## Stream: general

### Topic: question about tutorial 09/0072

#### Antoine Chambert-Loir (Jul 21 2020 at 18:55):

Hello,
There's something I don't understand in tutorial/09, lemma 0072 is_sup_iff.
I need to prove ∀ n : ℕ, ∃ a ∈ A, x - 1/(n+1) < a, and after intros n and a proof of this: 1/(n+1 : ℝ) > 0 which are given by the exercise file, I wanted to go on with let y := x - 1/(n+1:ℝ), have : y < x by linarith[this], apply lt_sup h y, assumption.
This does not work, because linarith doesn't find the proof of the inequality y<x.
On the other hand, the given solution is shorter : exact lt_sup h _ (by linarith) .
Why does it work and mine does not?

#### Jalex Stark (Jul 21 2020 at 19:11):

linarith can't see through let

#### Jalex Stark (Jul 21 2020 at 19:11):

in order for linarith to work here, there needs to be a proof of y = x - 1/(n+1:\R) in context

#### Chris Hughes (Jul 21 2020 at 19:12):

I think there's a set tactic that helps in this situation.
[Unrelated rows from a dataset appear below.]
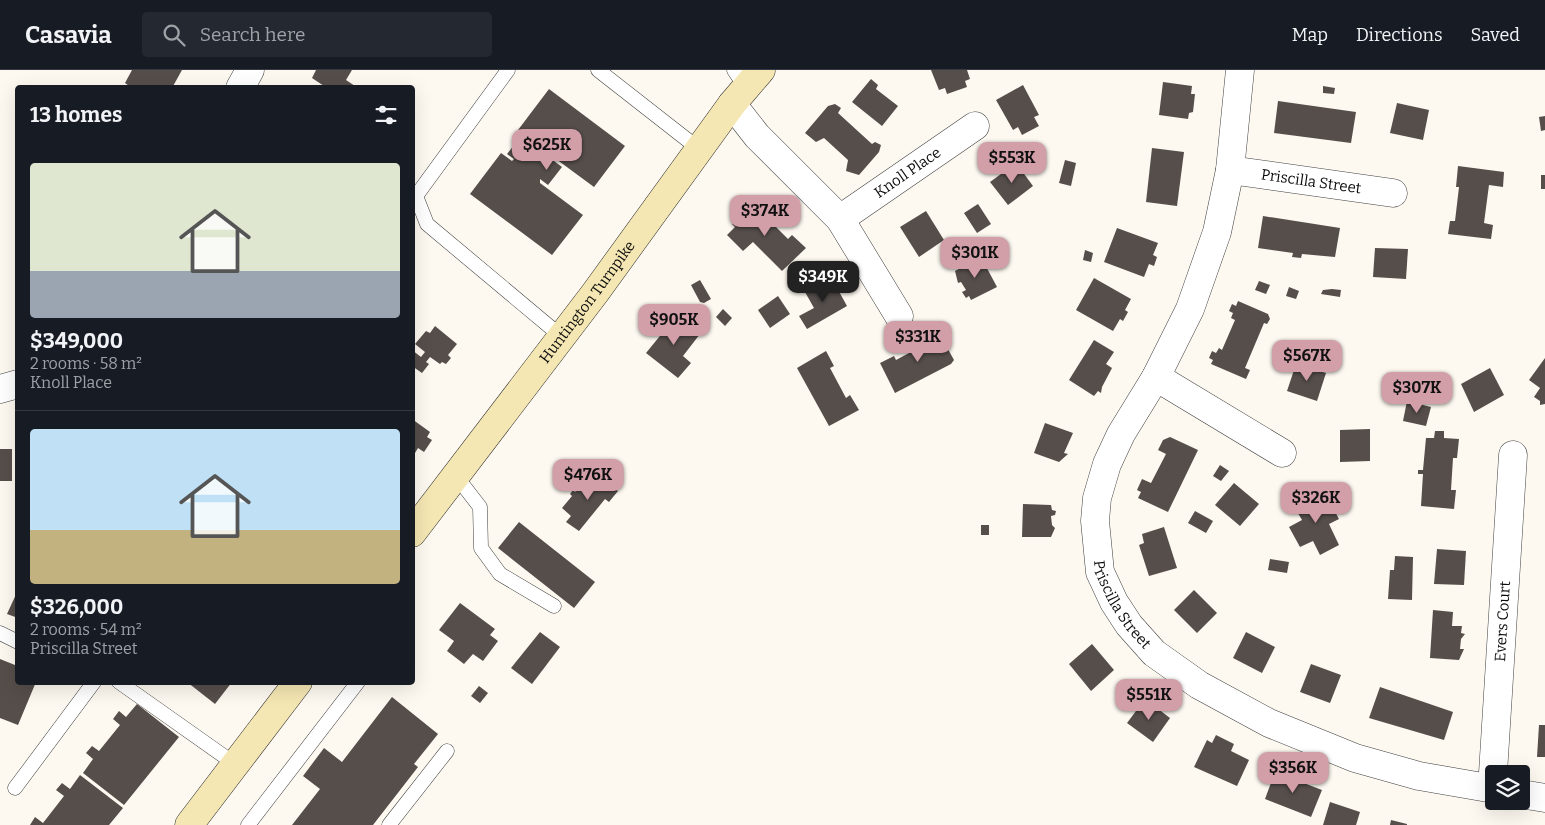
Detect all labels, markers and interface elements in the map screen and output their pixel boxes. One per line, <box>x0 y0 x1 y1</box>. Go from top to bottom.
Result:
search box <box>142 12 492 57</box>
text: Casavia <box>25 21 112 49</box>
icon: search <box>160 21 188 49</box>
text: Search here <box>200 23 305 46</box>
text: Map <box>1292 24 1328 46</box>
text: Directions <box>1356 24 1443 46</box>
text: Saved <box>1471 24 1520 46</box>
icon: filters <box>372 101 400 129</box>
text: 13 homes <box>30 102 122 128</box>
pin: $625K <box>512 128 582 171</box>
text: $625K <box>523 135 571 154</box>
pin: $553K <box>977 142 1047 184</box>
street label: Knoll Place <box>871 143 944 202</box>
text: $553K <box>988 148 1036 167</box>
street label: Priscilla Street <box>1260 165 1363 198</box>
pin: $374K <box>730 194 800 237</box>
icon: home <box>170 196 260 286</box>
text: $374K <box>741 201 789 220</box>
pin: $301K <box>940 236 1010 279</box>
street label: Huntington Turnpike <box>536 237 639 367</box>
text: $301K <box>951 243 999 262</box>
pin: $349K <box>788 260 858 303</box>
text: $349K <box>798 267 848 286</box>
pin: $905K <box>639 304 709 346</box>
text: $905K <box>649 310 699 329</box>
pin: $331K <box>883 320 953 363</box>
text: $331K <box>895 327 941 346</box>
text: $349,000 <box>30 328 123 354</box>
pin: $567K <box>1272 340 1342 382</box>
text: $567K <box>1283 346 1331 365</box>
text: 2 rooms · 58 m² <box>30 354 142 373</box>
pin: $307K <box>1382 372 1452 414</box>
text: Knoll Place <box>30 373 112 392</box>
text: $307K <box>1392 378 1442 397</box>
pin: $476K <box>553 458 623 501</box>
icon: home <box>170 461 260 551</box>
text: $476K <box>564 465 612 484</box>
pin: $326K <box>1281 482 1351 524</box>
text: $326K <box>1292 488 1340 507</box>
street label: Priscilla Street <box>1090 559 1155 653</box>
street label: Evers Court <box>1491 580 1514 662</box>
text: $326,000 <box>30 594 123 620</box>
text: 2 rooms · 54 m² <box>30 620 142 639</box>
text: Priscilla Street <box>30 639 138 658</box>
pin: $551K <box>1114 678 1184 721</box>
text: $551K <box>1126 685 1172 704</box>
pin: $356K <box>1258 752 1328 794</box>
text: $356K <box>1269 758 1317 777</box>
map controls <box>1485 765 1530 810</box>
button: layers <box>1485 765 1530 810</box>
I've never used it, but it will make the proof of y = x - 1/(n+1:\R) for you.

#### Jalex Stark (Jul 21 2020 at 19:13):

i just always use set instead of let

#### Antoine Chambert-Loir (Jul 22 2020 at 21:50):

Jalex Stark said:

i just always use set instead of let

It did not work with set either… anyway, it was time to go to the next exercise! Thank you.

Last updated: May 14 2021 at 00:42 UTC